The premise of all of these stories, including Snowpiercer, is that most of humanity has been or will be wiped out and the survival of the rest depends on the choices of a select few. That’s where we start.
Why do we want to consume these stories? Why are we so drawn to stories that start with the deaths of nearly all of humanity and the very real threat of human extinction?
To find out I asked my friend and PhD candidate in literature at the University of Minnesota, Wes Burdine. He studies these things.
He said this:
Apocalyptic narratives play into liberation fantasies. Mass annihilation is depressing, sure, but it’s sure as hell more exciting than the mall and running to the store to get toilet paper.
These stories let us imagine being suddenly forced out of our comfort zone and into something far more heroic. Plus, have you tried to change the world lately? It’s painful and slow or quixotic at best. End-of-the-world narratives allow us to imagine large scale rebirth and play into our utopian desires.
The apocalypse, then, is not about the end. It’s not about those millions of deaths, but about the rebirth that comes afterward. In the Bible, The Second Coming is less about destruction, mass death, and chaos, than about about Christ returning to make good on his word—ushering in the next era.

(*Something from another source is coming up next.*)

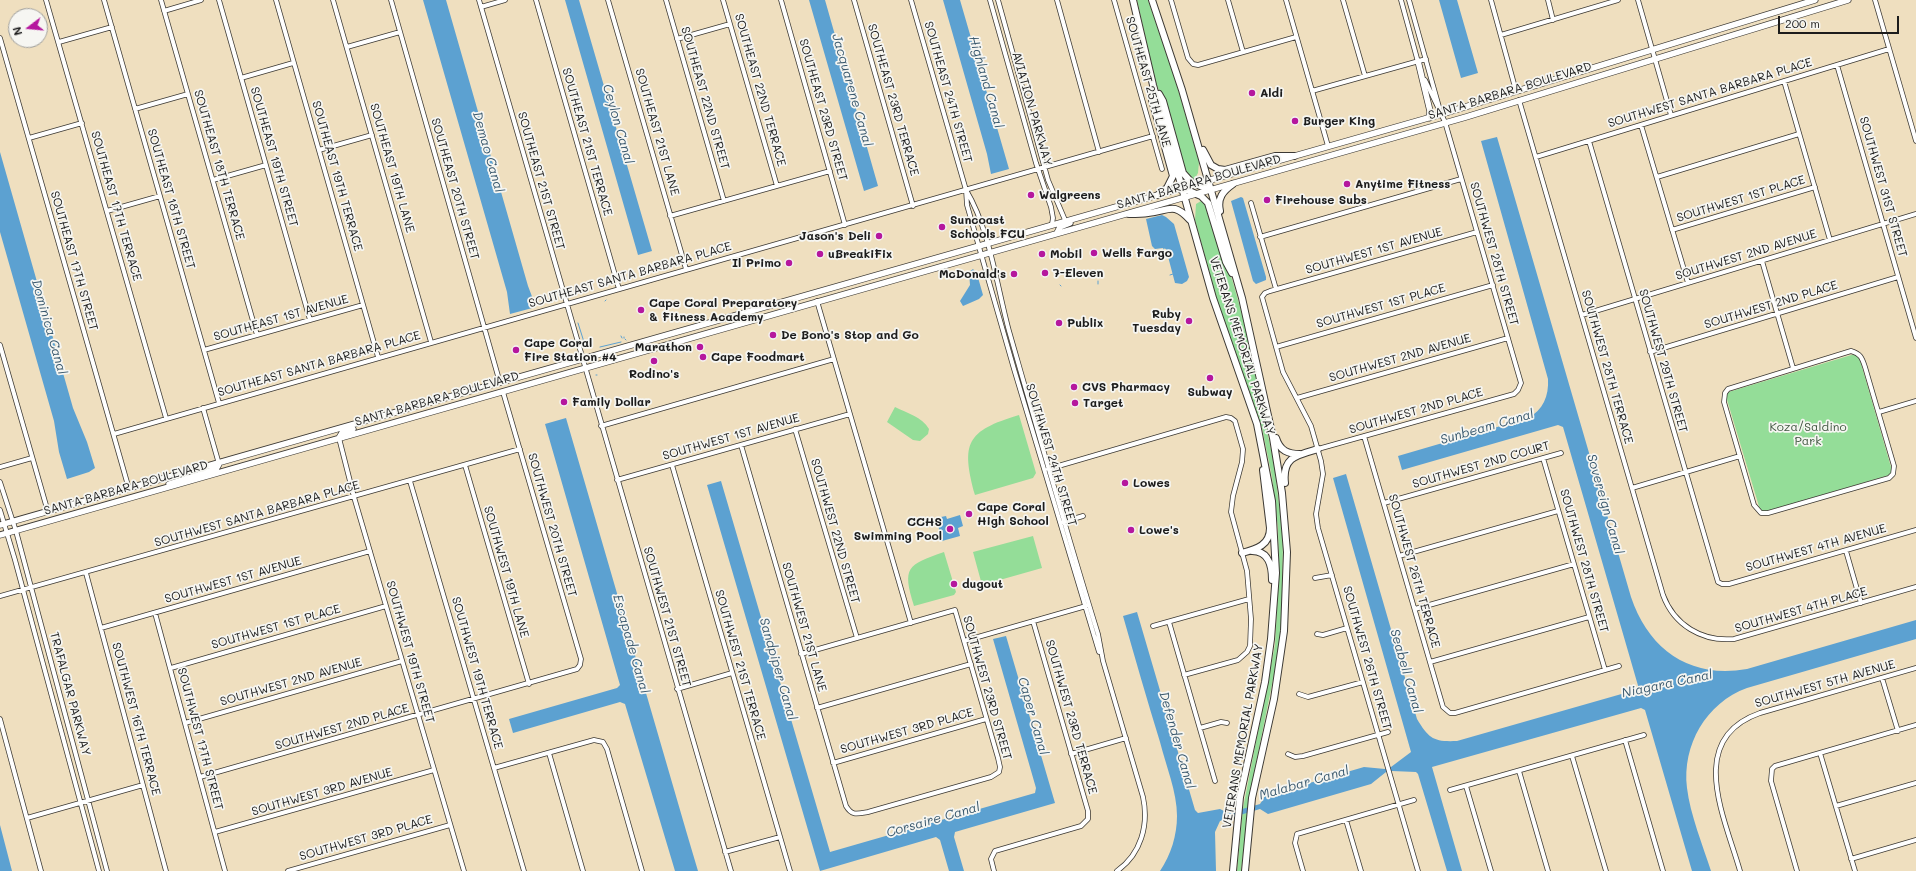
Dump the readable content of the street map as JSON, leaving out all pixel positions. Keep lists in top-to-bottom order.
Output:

Strip the biblical part, and you still have something hopeful to hold onto in these stories. Humans are resilient and savvy and damn near impossible to eradicate as long as we choose to be so. Our ingenuity finds a way through even the most catastrophic circumstances. Not only do we rebuild, but we do it better.
Or we can imagine it so, at least. Even in a world as bleak, violent, and despairing as Snowpiercer, the possibility is always there that the world can come back to us.
We gravitate toward stories of the end if only to see whether or not we will survive—and whether it will be with our humanity intact.
The big reveal
The Greek word “apocalypse” means to reveal something that is hidden. This is what the apocalypse is about: revelation. As I was sitting in the theater listening to Curtis admit the terrible things he has done, it occurred to me that the stories I love are not so much apocalyptic as post-apocalyptic.
If the apocalypse is the act of revealing what is hidden, the post-, I think, is the life of the revelation: What we choose to do with it. No matter the horrors let loose upon the world by science or natural disasters or zombies or vampires, the apocalypse always gives way to the post-.
The novelist and playwright Monica Byrne recently gave an interview about her new novel, The Girl in the Road, another science-fiction story set in the future. Of apocalyptic narratives, she said this:
I grew up in the 90s, which, given the approach of millennium’s end, saw its fair share of hysterical prophesying. I remember watching a special on Fox or somesuch about how the U.S. was due to experience a catastrophic earthquake, as predicted by Nostradamus, and of course there was almost an erotic thrill in watching their animation of the Mississippi flooding the entire Midwest. But now it’s 2014. We have had incredible disasters—9/11, Katrina, the Indian Ocean tsunami—but, we go on. The world goes on. That’s the lesson I’ve grown up with.
This is the big revelation of the apocalypse: The world goes on.
There’s a moment in the end of Snowpiercer when a teenage girl and a small boy are faced with carrying the weight of humanity’s continuation. Both were born on a train that has never stopped and have never encountered life beyond the tin-can confines of their cars. Neither has been responsible for anything beyond their own survival. Civilization has collapsed and the Earth has rejected life for 18 years.
But the second rule is this: The end never actually comes.